An earthquake causes the entire earth to vibrate. The rock structures of the earth can slow, speed up, or deflect those vibrations which tell us something about the rock layers within the earth.
From this, we are convinced the earth’s innermost core is a solid nickel-iron suspended in an outer semi-liquid nickel-iron-rock core. As the earth rotates, the inner core rotates slower creating that all-important magnetic field.
If we are right about the earth’s core where did the iron come from? The general theory is that the earth was formed by accretion, the repeated crashing together of individual rocky masses, comets, and meteors as gravity pulled them in. That material was leftover from ancient exploding stars.
Note that iron, atomic number 26, is the heaviest element that a star like ours can create by atomic fusion. Gravity pulled all this space debris together to form the earth 4.6 billion years ago and we are still growing.
Earth’s Formation: The Crust
So why are the heavier elements like gold not deep in the earth? We find them in the crust. Luckily, crustal movement caused by great internal heat causes super hydrothermal solutions to bring the heavier elements up into the crust and we mine them!

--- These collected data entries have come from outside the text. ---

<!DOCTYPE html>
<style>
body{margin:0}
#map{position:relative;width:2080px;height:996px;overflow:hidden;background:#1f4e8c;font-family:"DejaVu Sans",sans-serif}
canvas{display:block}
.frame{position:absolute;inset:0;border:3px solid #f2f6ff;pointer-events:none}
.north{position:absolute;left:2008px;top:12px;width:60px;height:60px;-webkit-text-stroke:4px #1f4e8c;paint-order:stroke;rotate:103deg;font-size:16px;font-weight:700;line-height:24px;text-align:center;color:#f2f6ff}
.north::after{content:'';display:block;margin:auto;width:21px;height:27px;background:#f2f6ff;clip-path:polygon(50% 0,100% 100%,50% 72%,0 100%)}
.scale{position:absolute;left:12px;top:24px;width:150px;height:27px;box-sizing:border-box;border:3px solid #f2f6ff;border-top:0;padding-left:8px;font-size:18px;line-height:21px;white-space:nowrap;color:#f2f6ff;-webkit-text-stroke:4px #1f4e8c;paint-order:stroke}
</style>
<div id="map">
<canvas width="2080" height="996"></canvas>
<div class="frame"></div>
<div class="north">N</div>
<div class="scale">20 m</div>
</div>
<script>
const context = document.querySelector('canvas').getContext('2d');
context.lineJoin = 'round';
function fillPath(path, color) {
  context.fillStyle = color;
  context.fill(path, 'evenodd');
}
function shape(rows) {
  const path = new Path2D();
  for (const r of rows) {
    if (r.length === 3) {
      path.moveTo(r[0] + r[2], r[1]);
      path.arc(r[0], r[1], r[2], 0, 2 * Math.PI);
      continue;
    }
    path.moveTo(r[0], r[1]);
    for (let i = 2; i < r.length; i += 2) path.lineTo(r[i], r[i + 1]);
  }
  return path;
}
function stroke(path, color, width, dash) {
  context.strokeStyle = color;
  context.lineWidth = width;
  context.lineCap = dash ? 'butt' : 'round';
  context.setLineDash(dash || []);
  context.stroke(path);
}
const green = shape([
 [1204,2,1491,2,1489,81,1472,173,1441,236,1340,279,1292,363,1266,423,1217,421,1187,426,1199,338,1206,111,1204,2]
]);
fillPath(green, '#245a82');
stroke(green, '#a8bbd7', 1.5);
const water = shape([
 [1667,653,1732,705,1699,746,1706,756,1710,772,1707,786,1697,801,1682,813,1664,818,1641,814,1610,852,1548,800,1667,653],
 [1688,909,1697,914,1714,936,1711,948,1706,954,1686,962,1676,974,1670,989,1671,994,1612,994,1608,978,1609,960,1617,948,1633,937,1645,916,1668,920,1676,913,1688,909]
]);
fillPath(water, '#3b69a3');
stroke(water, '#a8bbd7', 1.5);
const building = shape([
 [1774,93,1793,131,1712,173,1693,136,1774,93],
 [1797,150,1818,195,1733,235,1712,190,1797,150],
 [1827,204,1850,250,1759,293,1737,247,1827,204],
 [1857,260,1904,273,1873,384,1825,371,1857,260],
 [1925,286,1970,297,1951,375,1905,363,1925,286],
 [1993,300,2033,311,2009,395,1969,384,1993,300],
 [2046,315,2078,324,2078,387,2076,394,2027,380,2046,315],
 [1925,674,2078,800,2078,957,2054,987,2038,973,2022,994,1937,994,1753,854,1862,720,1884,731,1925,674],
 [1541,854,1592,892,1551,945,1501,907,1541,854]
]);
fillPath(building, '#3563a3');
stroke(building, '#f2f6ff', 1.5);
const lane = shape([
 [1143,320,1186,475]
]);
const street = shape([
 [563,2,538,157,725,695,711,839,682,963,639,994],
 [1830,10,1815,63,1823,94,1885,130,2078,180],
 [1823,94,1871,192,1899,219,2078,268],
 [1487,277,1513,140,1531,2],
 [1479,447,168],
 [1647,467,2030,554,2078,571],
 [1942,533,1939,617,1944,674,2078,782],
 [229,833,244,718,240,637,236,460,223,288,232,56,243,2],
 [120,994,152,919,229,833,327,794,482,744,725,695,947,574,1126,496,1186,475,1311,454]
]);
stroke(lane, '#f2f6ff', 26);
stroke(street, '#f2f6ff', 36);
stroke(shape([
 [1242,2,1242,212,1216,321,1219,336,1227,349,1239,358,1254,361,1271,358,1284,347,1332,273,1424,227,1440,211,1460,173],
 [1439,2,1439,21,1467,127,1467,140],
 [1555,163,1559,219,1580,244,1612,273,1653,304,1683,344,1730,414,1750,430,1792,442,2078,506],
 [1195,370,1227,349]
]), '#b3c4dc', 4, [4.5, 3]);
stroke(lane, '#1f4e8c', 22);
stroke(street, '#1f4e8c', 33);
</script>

During the earth’s early millennium, the crust was rich in meteorite iron while the earth’s early atmosphere was methane, ammonia, and carbon dioxide. Then an organic life form called stromatolites developed photosynthesis, which takes in carbon dioxide and produces oxygen changing the atmosphere. Oxygen, combined with the available iron in the crust, form massive amounts of iron compounds like rust, hematite, siderite, magnetite and other iron minerals.
We now find these huge iron oxide deposits and mine them in Australia, Alabama, Minnesota and elsewhere. The huge Mesabi iron range, among others, are what made America a huge steel producer.
We have to be grateful to magnets and the earth with its magnetic field. Its slowly rotating nickel-iron core has made life possible on earth and protected it so we can enjoy the benefits of our red blood cells as we collect iron minerals magnetite, hematite and siderite all the while dealing with annoying hydrous iron oxide: Rust!